ENTRIES SUPPLIED
===============

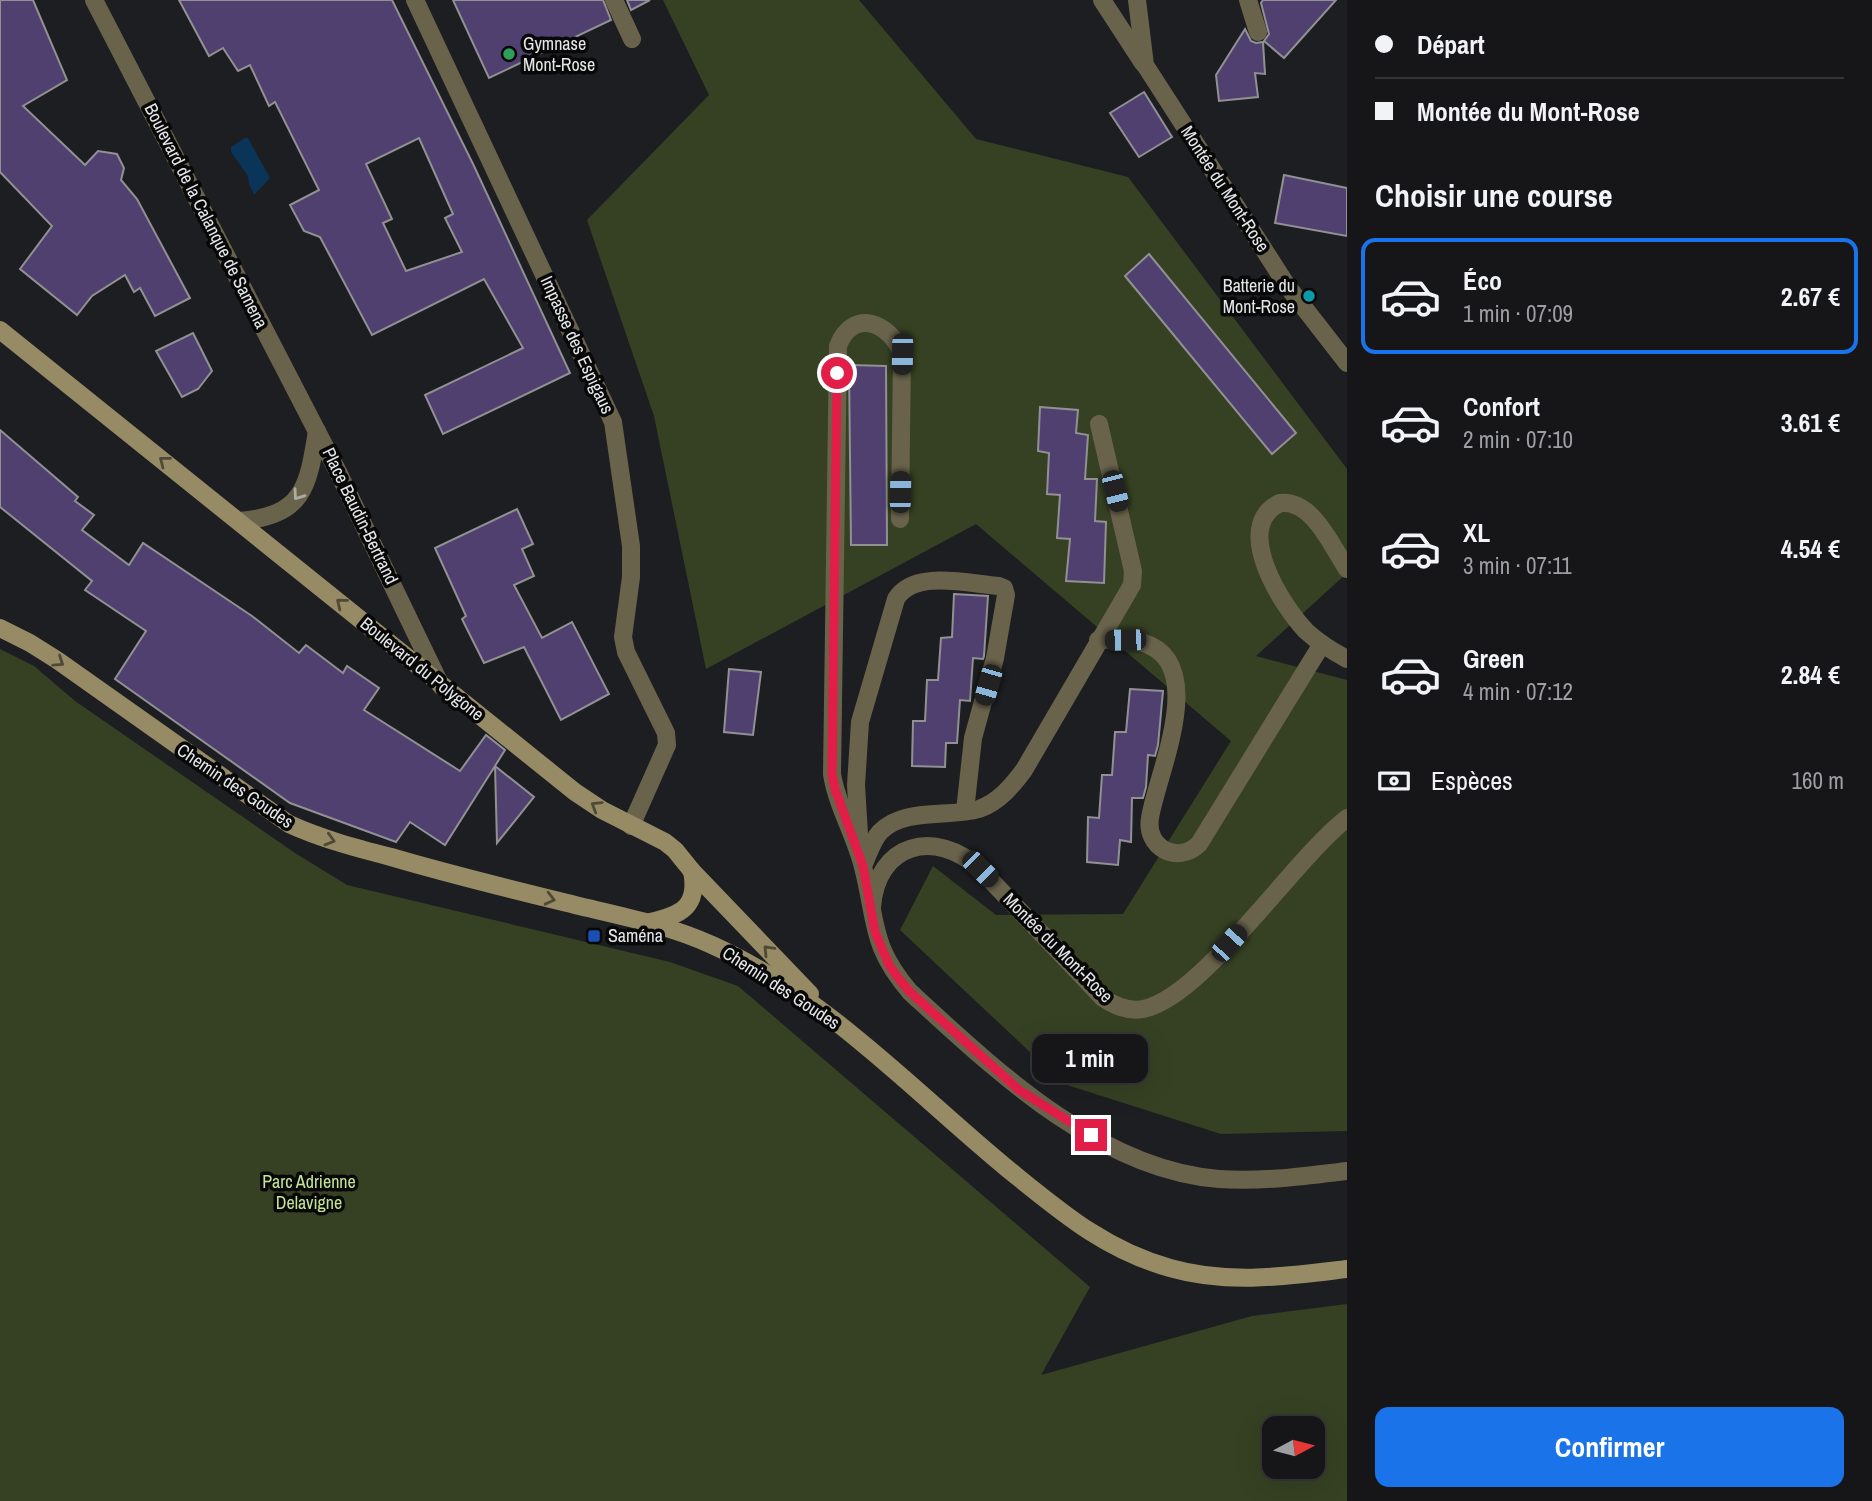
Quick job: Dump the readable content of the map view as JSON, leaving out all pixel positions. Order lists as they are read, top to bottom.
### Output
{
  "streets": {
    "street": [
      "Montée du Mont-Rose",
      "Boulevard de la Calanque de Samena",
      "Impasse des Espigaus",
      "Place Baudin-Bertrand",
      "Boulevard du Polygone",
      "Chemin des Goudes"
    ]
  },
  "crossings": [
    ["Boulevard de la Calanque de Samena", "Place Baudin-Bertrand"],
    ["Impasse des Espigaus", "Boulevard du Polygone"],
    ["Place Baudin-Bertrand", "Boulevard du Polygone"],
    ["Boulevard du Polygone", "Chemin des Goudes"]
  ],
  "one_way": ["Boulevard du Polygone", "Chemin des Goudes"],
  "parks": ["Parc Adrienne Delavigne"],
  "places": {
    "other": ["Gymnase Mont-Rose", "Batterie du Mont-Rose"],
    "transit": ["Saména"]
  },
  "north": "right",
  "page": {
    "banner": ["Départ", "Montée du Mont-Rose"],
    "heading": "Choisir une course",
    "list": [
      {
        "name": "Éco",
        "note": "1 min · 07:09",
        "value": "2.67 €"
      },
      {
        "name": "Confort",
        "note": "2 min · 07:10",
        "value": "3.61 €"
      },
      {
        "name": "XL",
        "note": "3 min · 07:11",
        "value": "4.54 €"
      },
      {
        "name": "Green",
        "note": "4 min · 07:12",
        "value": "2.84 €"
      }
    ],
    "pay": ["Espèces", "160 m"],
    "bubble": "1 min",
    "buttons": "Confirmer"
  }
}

===============

ACTIVITY
Output the records verbatim without pictures.

TASK SOLUTION
Quick job: Dump the readable content of the map view as JSON, leaving out all pixel positions. Order lists as they are read, top to bottom.
### Output
{
  "streets": {
    "street": [
      "Montée du Mont-Rose",
      "Boulevard de la Calanque de Samena",
      "Impasse des Espigaus",
      "Place Baudin-Bertrand",
      "Boulevard du Polygone",
      "Chemin des Goudes"
    ]
  },
  "crossings": [
    ["Boulevard de la Calanque de Samena", "Place Baudin-Bertrand"],
    ["Impasse des Espigaus", "Boulevard du Polygone"],
    ["Place Baudin-Bertrand", "Boulevard du Polygone"],
    ["Boulevard du Polygone", "Chemin des Goudes"]
  ],
  "one_way": ["Boulevard du Polygone", "Chemin des Goudes"],
  "parks": ["Parc Adrienne Delavigne"],
  "places": {
    "other": ["Gymnase Mont-Rose", "Batterie du Mont-Rose"],
    "transit": ["Saména"]
  },
  "north": "right",
  "page": {
    "banner": ["Départ", "Montée du Mont-Rose"],
    "heading": "Choisir une course",
    "list": [
      {
        "name": "Éco",
        "note": "1 min · 07:09",
        "value": "2.67 €"
      },
      {
        "name": "Confort",
        "note": "2 min · 07:10",
        "value": "3.61 €"
      },
      {
        "name": "XL",
        "note": "3 min · 07:11",
        "value": "4.54 €"
      },
      {
        "name": "Green",
        "note": "4 min · 07:12",
        "value": "2.84 €"
      }
    ],
    "pay": ["Espèces", "160 m"],
    "bubble": "1 min",
    "buttons": "Confirmer"
  }
}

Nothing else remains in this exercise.